- _What is needed_: When the line with "M 775,285 L 777,299 L 758,301 L 758,286 Z" appears below, start repeating lines exactly, and keep going through the line with "M 70,0 L 116,344"; add nothing outside that span.

(Data to examine)

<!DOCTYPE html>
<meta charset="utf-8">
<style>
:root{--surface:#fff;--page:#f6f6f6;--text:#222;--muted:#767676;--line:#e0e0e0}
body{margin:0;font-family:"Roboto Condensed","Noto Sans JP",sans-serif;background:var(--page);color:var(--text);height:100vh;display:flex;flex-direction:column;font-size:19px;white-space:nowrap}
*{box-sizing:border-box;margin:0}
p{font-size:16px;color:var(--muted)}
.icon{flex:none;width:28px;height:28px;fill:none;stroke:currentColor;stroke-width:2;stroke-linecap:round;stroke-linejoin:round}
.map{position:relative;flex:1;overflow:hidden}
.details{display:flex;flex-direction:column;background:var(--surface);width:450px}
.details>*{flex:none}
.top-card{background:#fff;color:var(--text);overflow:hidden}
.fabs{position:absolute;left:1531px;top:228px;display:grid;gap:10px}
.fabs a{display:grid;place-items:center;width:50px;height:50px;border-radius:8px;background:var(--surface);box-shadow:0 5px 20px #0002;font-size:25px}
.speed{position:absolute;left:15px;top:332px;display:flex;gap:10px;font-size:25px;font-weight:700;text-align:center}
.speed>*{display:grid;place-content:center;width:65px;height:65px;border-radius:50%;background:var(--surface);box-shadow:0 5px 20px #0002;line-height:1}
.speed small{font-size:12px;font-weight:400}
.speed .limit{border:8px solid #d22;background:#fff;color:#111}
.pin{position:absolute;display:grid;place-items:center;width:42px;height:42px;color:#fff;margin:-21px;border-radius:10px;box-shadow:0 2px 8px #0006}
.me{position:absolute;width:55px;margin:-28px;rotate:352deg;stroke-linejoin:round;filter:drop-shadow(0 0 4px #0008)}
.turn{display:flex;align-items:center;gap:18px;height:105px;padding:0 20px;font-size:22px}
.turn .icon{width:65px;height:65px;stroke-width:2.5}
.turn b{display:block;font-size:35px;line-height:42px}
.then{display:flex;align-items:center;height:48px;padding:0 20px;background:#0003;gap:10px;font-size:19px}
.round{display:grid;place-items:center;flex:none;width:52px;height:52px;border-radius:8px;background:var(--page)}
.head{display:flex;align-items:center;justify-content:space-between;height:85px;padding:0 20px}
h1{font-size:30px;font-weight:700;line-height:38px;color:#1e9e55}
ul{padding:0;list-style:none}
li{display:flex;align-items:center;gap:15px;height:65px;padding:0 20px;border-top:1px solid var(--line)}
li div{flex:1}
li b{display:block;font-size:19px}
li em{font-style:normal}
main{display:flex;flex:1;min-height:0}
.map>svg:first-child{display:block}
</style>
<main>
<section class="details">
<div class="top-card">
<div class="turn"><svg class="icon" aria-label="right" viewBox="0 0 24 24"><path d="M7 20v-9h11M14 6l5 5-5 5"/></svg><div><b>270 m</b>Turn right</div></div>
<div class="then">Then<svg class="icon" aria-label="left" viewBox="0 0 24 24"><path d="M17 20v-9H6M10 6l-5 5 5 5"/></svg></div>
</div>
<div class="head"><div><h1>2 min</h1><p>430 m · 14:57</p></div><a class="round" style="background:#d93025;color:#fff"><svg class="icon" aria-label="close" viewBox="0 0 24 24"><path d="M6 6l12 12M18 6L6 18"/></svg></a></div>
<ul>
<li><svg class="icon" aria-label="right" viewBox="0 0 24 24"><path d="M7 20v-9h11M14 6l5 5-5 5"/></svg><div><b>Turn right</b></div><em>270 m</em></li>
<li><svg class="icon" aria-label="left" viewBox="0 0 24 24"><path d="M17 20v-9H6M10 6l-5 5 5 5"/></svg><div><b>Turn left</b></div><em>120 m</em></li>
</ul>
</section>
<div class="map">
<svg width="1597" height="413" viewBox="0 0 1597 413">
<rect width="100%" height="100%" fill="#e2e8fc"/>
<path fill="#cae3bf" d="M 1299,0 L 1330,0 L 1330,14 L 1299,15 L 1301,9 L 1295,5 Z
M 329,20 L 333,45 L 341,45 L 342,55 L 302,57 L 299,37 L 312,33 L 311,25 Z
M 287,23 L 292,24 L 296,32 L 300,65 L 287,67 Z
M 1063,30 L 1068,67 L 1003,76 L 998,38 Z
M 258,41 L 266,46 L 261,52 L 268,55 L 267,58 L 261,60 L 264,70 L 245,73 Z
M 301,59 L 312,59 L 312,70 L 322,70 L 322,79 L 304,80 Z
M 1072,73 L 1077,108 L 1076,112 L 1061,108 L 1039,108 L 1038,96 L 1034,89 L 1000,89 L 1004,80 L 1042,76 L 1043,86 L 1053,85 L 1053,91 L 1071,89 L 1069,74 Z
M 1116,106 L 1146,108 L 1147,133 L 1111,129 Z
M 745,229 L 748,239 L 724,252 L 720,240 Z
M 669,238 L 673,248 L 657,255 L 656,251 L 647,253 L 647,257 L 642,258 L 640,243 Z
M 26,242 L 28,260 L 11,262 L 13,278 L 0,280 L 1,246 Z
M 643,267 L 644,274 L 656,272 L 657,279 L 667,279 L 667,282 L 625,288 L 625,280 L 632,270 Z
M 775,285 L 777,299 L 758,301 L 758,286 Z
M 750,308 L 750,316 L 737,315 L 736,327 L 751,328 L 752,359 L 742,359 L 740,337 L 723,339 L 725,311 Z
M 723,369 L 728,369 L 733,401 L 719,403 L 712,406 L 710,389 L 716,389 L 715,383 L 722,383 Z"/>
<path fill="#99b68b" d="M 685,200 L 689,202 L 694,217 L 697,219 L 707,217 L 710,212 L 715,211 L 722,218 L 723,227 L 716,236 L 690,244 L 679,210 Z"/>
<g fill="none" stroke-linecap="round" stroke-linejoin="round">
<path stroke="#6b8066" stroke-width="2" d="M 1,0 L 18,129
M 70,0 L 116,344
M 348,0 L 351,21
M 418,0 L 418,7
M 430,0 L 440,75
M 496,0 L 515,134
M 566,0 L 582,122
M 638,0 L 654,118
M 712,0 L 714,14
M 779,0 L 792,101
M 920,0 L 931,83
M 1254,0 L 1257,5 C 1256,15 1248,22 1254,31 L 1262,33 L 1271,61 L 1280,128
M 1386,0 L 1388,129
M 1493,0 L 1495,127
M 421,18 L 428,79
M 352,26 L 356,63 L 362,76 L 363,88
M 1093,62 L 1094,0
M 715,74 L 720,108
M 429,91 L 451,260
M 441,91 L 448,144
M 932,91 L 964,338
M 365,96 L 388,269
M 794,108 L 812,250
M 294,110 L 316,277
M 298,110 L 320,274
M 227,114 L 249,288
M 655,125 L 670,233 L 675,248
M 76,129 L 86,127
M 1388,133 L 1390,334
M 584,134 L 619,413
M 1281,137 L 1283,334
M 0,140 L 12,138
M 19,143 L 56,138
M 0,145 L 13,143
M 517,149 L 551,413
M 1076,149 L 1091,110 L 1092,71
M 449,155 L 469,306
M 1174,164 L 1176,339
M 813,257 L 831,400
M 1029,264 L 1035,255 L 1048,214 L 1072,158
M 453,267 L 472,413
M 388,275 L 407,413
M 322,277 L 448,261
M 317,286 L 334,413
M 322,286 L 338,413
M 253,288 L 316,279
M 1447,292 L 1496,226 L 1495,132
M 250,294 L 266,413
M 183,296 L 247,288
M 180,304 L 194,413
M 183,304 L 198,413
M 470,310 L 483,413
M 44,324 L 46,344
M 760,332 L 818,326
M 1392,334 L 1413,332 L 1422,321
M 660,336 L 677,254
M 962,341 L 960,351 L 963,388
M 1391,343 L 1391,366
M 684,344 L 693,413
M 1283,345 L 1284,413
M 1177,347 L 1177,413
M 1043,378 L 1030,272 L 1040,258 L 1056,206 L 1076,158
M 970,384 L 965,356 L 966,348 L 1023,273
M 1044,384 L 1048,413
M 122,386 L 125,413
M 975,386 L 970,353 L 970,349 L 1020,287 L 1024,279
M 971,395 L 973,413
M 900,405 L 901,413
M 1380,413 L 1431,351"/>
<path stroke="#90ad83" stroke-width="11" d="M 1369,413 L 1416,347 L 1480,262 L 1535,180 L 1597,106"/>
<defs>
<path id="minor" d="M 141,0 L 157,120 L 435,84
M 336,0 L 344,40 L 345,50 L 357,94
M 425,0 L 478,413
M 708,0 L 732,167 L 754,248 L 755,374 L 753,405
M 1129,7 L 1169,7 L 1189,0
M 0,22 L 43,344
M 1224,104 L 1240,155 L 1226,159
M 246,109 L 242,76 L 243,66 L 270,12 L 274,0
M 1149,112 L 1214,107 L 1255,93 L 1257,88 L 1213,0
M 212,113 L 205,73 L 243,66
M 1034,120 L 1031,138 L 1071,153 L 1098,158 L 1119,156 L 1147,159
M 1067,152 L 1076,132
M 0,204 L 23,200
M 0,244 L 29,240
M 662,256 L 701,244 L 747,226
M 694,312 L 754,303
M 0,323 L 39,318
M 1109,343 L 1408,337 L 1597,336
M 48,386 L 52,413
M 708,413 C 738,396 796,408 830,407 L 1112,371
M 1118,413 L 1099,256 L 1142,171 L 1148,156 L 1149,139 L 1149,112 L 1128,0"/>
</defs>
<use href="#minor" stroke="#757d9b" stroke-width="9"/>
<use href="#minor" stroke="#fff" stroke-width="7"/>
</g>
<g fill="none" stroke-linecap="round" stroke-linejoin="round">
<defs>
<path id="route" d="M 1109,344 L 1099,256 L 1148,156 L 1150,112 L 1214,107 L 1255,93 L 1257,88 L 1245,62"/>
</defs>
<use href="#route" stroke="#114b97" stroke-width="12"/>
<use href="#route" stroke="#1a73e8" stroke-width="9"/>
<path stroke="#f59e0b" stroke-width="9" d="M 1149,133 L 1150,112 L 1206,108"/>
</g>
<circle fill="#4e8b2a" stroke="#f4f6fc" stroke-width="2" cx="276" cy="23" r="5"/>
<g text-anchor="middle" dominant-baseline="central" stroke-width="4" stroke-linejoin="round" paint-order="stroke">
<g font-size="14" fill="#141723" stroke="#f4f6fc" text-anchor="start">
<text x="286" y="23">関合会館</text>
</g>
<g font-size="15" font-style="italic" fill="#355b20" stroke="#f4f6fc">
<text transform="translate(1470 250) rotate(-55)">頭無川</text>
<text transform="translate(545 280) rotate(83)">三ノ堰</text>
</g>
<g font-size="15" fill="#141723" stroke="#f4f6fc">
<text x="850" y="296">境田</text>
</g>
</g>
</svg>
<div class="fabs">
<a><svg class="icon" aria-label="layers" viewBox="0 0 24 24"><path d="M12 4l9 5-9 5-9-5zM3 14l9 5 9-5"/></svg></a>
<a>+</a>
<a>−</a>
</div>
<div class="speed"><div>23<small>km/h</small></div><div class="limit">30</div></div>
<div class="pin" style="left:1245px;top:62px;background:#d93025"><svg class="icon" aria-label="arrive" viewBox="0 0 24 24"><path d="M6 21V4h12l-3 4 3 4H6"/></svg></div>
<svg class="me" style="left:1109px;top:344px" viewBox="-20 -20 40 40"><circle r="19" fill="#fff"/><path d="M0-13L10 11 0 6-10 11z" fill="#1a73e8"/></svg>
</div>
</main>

(End Data to examine)

- _Written response_:
M 775,285 L 777,299 L 758,301 L 758,286 Z
M 750,308 L 750,316 L 737,315 L 736,327 L 751,328 L 752,359 L 742,359 L 740,337 L 723,339 L 725,311 Z
M 723,369 L 728,369 L 733,401 L 719,403 L 712,406 L 710,389 L 716,389 L 715,383 L 722,383 Z"/>
<path fill="#99b68b" d="M 685,200 L 689,202 L 694,217 L 697,219 L 707,217 L 710,212 L 715,211 L 722,218 L 723,227 L 716,236 L 690,244 L 679,210 Z"/>
<g fill="none" stroke-linecap="round" stroke-linejoin="round">
<path stroke="#6b8066" stroke-width="2" d="M 1,0 L 18,129
M 70,0 L 116,344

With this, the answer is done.